• ASSIGNMENT: The expected output is a copy of every line in the records with the string "display".

• INPUT RECORDS:

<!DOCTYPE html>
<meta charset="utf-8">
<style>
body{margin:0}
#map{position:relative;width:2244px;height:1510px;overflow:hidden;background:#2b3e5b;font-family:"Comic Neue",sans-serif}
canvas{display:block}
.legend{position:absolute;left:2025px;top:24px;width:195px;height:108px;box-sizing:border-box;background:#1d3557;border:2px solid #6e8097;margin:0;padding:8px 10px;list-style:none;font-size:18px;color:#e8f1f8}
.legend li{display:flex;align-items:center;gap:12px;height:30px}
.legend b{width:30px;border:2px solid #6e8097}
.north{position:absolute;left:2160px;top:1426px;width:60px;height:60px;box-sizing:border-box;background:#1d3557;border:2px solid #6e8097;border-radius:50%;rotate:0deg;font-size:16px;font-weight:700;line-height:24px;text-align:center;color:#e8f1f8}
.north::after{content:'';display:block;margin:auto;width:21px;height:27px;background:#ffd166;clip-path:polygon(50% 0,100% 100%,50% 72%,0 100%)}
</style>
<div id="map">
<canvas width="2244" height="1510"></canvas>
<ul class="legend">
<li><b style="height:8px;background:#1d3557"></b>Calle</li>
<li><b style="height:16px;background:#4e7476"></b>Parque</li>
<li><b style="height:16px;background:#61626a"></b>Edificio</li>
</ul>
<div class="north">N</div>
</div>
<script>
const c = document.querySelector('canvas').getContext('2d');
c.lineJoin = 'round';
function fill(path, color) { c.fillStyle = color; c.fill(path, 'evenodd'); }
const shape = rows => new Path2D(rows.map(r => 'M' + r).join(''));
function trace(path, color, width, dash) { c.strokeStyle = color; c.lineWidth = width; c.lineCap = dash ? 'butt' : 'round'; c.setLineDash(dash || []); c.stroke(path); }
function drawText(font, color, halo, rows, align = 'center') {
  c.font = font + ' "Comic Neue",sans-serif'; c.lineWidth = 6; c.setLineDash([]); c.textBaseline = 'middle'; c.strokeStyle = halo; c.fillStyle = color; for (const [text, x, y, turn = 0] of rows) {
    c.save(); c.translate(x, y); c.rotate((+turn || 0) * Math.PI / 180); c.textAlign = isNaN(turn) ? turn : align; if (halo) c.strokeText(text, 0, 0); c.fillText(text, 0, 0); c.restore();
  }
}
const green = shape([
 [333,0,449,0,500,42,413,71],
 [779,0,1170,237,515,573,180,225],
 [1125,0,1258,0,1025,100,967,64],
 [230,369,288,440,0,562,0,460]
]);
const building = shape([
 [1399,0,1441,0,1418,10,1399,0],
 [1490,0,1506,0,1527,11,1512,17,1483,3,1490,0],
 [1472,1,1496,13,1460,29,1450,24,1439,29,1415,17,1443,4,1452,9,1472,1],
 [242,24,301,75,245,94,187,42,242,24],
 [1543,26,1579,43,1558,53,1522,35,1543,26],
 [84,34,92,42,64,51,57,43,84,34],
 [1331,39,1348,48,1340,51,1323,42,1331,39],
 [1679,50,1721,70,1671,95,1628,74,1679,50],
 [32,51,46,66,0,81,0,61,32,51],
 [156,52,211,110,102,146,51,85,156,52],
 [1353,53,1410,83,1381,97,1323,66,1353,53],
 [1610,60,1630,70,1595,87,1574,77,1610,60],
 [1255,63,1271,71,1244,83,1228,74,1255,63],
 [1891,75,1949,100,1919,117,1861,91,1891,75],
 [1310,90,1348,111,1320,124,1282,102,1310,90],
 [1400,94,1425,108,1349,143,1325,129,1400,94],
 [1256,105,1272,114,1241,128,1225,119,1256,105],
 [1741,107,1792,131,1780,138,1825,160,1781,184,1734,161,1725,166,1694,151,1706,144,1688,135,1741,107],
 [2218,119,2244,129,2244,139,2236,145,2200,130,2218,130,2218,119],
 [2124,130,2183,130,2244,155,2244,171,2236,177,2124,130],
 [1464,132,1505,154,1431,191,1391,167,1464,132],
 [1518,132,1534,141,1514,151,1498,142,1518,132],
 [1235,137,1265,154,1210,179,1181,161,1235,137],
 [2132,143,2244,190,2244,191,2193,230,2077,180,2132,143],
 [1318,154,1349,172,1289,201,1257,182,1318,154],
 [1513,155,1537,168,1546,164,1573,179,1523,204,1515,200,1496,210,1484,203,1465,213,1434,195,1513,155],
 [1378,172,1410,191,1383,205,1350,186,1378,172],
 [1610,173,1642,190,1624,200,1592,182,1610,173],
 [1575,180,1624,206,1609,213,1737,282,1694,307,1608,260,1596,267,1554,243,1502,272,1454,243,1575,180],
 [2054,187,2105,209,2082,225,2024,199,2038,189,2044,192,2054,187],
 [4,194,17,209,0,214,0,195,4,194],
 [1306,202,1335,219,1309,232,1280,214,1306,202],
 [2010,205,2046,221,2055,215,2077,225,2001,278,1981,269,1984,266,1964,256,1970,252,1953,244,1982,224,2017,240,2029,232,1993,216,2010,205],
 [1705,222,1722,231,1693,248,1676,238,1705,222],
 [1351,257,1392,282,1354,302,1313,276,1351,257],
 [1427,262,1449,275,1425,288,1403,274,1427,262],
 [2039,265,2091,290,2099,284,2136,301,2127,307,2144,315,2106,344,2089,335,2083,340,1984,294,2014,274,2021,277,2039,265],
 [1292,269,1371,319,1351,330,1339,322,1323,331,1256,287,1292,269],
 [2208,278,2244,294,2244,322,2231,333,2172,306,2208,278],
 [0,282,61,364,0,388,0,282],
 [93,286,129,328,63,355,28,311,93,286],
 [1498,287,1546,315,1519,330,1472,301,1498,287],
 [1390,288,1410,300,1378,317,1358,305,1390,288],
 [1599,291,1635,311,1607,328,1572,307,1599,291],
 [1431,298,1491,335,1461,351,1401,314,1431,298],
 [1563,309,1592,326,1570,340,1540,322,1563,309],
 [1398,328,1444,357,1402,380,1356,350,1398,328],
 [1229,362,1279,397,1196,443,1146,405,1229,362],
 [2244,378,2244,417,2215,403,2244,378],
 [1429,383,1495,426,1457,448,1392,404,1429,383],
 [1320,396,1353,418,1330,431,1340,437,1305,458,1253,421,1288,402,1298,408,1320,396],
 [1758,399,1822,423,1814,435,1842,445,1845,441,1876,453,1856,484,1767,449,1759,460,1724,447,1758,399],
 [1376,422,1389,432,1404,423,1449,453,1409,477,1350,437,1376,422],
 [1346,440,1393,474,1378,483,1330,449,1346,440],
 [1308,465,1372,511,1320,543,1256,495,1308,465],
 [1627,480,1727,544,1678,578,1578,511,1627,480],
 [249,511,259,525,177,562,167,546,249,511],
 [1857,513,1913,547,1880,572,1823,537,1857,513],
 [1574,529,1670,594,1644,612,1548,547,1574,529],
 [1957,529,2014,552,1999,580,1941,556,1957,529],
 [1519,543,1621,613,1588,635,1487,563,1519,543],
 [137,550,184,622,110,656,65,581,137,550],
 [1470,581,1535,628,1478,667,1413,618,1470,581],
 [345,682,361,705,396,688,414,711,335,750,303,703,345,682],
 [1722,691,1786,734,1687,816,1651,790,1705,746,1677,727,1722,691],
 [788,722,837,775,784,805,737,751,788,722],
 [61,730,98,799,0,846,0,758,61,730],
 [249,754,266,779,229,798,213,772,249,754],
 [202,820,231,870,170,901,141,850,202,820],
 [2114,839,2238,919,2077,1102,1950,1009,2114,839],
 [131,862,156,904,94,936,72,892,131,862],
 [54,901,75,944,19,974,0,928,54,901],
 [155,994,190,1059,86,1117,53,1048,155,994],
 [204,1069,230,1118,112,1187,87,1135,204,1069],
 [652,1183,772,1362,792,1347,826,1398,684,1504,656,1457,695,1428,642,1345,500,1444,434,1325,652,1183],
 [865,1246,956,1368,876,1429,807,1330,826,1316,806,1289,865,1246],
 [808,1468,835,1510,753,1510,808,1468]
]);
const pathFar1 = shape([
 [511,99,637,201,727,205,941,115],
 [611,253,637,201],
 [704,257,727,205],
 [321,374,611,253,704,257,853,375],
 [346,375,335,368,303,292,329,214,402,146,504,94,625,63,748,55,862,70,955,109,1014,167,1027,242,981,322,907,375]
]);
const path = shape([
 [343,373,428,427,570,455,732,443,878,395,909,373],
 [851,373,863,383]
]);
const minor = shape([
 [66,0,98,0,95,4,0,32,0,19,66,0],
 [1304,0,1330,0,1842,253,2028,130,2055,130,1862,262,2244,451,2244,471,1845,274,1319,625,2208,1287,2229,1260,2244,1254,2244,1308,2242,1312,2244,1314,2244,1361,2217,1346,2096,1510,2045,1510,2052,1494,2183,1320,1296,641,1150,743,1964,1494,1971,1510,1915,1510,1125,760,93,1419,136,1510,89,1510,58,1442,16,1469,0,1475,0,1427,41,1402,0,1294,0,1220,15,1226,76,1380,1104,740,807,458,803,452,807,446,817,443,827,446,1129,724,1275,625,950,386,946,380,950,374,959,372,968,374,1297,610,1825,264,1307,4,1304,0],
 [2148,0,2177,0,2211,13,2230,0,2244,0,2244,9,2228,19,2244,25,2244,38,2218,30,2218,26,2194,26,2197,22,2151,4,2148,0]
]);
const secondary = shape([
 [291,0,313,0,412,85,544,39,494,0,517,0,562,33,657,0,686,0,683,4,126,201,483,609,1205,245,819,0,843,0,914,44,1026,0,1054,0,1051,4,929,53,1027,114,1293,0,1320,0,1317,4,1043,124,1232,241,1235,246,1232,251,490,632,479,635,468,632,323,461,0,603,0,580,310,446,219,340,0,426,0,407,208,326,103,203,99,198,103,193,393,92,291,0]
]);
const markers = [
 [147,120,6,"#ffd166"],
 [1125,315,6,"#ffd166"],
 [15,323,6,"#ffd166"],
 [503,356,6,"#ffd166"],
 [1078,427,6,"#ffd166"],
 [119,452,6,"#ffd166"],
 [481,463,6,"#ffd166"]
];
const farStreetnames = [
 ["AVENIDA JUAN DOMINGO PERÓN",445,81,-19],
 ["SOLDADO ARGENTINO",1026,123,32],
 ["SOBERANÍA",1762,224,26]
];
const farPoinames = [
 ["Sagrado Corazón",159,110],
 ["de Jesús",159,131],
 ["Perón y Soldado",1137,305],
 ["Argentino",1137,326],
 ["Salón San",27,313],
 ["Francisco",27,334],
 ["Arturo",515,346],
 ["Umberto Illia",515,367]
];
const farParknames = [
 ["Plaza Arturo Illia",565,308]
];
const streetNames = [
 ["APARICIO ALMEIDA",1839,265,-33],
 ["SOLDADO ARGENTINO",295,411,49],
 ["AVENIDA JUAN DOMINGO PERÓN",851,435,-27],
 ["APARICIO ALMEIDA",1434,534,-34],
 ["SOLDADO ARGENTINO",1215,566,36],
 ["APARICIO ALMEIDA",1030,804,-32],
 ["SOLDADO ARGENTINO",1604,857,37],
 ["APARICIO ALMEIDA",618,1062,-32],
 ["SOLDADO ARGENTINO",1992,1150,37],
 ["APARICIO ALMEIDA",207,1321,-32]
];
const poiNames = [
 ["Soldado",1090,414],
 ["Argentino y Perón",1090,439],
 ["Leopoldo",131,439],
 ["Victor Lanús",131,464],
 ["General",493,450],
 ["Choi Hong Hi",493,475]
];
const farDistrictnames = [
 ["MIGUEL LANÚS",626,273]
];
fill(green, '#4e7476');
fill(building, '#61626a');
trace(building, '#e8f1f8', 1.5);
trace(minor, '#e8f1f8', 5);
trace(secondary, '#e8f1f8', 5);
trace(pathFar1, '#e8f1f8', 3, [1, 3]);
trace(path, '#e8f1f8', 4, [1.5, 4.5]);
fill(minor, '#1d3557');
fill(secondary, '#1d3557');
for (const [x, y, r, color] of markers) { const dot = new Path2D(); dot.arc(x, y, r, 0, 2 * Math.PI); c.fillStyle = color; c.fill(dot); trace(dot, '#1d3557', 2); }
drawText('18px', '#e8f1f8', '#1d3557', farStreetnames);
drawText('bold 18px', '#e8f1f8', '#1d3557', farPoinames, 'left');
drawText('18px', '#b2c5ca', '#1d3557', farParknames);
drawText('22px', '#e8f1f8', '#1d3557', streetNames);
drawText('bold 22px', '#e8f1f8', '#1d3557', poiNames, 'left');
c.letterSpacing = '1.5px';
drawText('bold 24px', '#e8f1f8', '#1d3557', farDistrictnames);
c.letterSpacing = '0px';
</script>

• ANSWER FOR THIS EXERCISE:
canvas{display:block}
.legend li{display:flex;align-items:center;gap:12px;height:30px}
.north::after{content:'';display:block;margin:auto;width:21px;height:27px;background:#ffd166;clip-path:polygon(50% 0,100% 100%,50% 72%,0 100%)}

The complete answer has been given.